Pendant toute la séance, un après midi d'hiver, elle a porté une peau d'âne tachée et déchirée. Et un bonnet d'âne découvert là dans la malle en osier parmi les peluches, des bottes de sept lieues, une paire de menottes et des étoiles filantes. Et puis elle a paradé, crié, fait des galipettes ou des grimaces devant chacun de nous.
Au début j'étais triste pour elle. Un peu chamboulé aussi. Pourquoi cette mise en scène si cruelle ?
Parce que sa vie était ratée, nous disait-elle, toute sa vie jusqu'à ce jour.
Et parce que cette manière singulière d'aller au bout du bout de la plainte était une voie possible pour changer, nous disait celle qui nous accompagnait, en toboggan ou en rappel, dans nos abysses ou au sixième étage du ciel.
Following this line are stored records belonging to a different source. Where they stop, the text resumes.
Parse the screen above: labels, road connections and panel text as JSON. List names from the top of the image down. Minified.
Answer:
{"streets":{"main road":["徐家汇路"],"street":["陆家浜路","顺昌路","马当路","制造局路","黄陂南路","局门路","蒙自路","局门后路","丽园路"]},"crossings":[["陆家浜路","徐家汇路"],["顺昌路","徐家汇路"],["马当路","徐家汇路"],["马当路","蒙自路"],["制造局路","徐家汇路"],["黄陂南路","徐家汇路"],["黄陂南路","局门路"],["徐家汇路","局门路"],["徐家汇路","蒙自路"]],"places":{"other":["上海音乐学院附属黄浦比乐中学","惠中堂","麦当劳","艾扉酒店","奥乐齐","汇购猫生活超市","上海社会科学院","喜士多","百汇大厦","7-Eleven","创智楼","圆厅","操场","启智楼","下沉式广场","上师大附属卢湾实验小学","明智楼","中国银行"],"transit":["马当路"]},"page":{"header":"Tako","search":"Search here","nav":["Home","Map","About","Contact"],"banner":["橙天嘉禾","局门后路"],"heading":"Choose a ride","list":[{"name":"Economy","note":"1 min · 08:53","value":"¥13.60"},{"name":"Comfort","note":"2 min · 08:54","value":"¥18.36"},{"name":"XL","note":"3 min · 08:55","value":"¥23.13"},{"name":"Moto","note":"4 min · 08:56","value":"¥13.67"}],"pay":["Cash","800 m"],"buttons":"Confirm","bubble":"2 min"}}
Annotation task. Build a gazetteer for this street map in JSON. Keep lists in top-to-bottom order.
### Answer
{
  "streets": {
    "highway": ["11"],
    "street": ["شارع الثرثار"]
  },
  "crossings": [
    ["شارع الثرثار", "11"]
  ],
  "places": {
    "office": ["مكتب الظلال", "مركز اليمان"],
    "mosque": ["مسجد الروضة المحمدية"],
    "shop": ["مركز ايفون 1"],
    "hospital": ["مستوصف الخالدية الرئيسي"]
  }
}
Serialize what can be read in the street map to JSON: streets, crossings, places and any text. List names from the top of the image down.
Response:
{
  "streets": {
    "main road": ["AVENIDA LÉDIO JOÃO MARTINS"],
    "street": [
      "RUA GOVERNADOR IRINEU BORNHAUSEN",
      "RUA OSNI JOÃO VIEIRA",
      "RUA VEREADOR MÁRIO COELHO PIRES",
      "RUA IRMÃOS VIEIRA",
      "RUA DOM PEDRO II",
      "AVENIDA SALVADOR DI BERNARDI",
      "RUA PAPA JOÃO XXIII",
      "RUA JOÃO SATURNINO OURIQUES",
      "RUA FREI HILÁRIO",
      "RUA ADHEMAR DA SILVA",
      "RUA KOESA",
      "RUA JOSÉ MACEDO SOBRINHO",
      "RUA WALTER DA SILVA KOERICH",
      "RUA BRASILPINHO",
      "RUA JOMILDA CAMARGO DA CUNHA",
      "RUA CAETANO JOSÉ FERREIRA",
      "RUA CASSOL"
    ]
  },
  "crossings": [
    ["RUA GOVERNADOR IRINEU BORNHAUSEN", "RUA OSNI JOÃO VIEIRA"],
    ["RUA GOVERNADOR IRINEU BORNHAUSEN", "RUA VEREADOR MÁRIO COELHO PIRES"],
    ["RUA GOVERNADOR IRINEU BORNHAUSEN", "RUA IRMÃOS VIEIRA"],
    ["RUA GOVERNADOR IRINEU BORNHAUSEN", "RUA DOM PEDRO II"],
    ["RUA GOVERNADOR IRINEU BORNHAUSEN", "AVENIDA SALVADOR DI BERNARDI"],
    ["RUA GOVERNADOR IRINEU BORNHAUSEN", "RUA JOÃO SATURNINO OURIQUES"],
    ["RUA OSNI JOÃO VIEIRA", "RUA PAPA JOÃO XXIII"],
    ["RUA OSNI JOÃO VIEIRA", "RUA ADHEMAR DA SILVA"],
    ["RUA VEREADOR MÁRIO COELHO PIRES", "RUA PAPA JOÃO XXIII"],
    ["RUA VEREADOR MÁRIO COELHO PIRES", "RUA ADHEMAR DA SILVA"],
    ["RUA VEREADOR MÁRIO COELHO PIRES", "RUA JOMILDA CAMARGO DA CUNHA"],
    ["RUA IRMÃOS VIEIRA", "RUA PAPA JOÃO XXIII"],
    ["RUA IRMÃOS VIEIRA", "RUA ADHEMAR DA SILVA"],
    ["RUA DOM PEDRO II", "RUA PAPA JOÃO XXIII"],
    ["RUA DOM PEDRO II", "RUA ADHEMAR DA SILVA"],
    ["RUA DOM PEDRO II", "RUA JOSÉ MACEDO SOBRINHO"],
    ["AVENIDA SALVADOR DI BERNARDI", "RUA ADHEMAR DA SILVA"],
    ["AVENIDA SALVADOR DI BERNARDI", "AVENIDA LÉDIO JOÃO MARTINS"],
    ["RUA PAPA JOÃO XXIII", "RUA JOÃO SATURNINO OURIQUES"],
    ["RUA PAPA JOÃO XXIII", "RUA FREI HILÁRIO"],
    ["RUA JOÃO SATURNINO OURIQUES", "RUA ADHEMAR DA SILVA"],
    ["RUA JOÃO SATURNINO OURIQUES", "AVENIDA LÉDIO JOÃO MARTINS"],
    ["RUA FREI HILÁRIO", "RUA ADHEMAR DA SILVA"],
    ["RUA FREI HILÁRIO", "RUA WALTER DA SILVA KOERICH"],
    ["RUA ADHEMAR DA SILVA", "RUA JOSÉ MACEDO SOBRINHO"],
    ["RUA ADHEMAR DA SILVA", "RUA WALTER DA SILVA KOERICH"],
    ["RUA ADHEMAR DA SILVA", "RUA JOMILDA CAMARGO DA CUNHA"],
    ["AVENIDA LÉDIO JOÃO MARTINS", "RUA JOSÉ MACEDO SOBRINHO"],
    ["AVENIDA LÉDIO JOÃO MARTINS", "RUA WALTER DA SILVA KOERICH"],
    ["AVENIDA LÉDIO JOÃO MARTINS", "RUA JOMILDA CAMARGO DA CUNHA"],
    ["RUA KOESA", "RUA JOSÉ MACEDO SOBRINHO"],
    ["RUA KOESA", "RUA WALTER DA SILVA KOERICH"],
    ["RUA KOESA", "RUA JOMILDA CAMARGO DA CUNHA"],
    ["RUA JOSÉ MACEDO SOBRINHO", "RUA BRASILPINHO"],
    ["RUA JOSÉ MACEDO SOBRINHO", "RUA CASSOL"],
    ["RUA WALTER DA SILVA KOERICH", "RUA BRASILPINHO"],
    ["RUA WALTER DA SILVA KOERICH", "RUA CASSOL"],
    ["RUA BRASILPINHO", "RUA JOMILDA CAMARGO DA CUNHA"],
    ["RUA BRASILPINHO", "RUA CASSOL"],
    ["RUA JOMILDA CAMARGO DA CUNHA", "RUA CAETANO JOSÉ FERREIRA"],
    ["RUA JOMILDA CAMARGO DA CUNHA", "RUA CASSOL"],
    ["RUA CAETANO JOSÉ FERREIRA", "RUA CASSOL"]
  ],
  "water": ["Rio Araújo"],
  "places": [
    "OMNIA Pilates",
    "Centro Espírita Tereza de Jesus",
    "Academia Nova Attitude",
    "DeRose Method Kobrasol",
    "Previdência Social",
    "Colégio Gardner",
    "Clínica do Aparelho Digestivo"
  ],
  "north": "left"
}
Et parce que jusqu'alors elle avait pris soin de caresser la jeune femme dans le sens des poils. Elle l'avait souvent bercée aussi, tout contre elle. Ces instants sont doux mais perdus à jamais.
Alors cet après midi-là, elle a aimé engager avec elle un duel sans pitié et sans merci, comme une guérilla intérieure.
Aujourd'hui, la femme à la peau d'âne a quitté l'homme avec lequel elle s'ennuyait à mourir (celui qu'elle n'avait pas su réparer). Et puis, comme on gratte une grille de loterie un soir de printemps, elle a effacé son nom et son prénom sur ses papiers ; et elle est partie là-bas, au bord de l'océan, créer une école de cirque pour les coachs.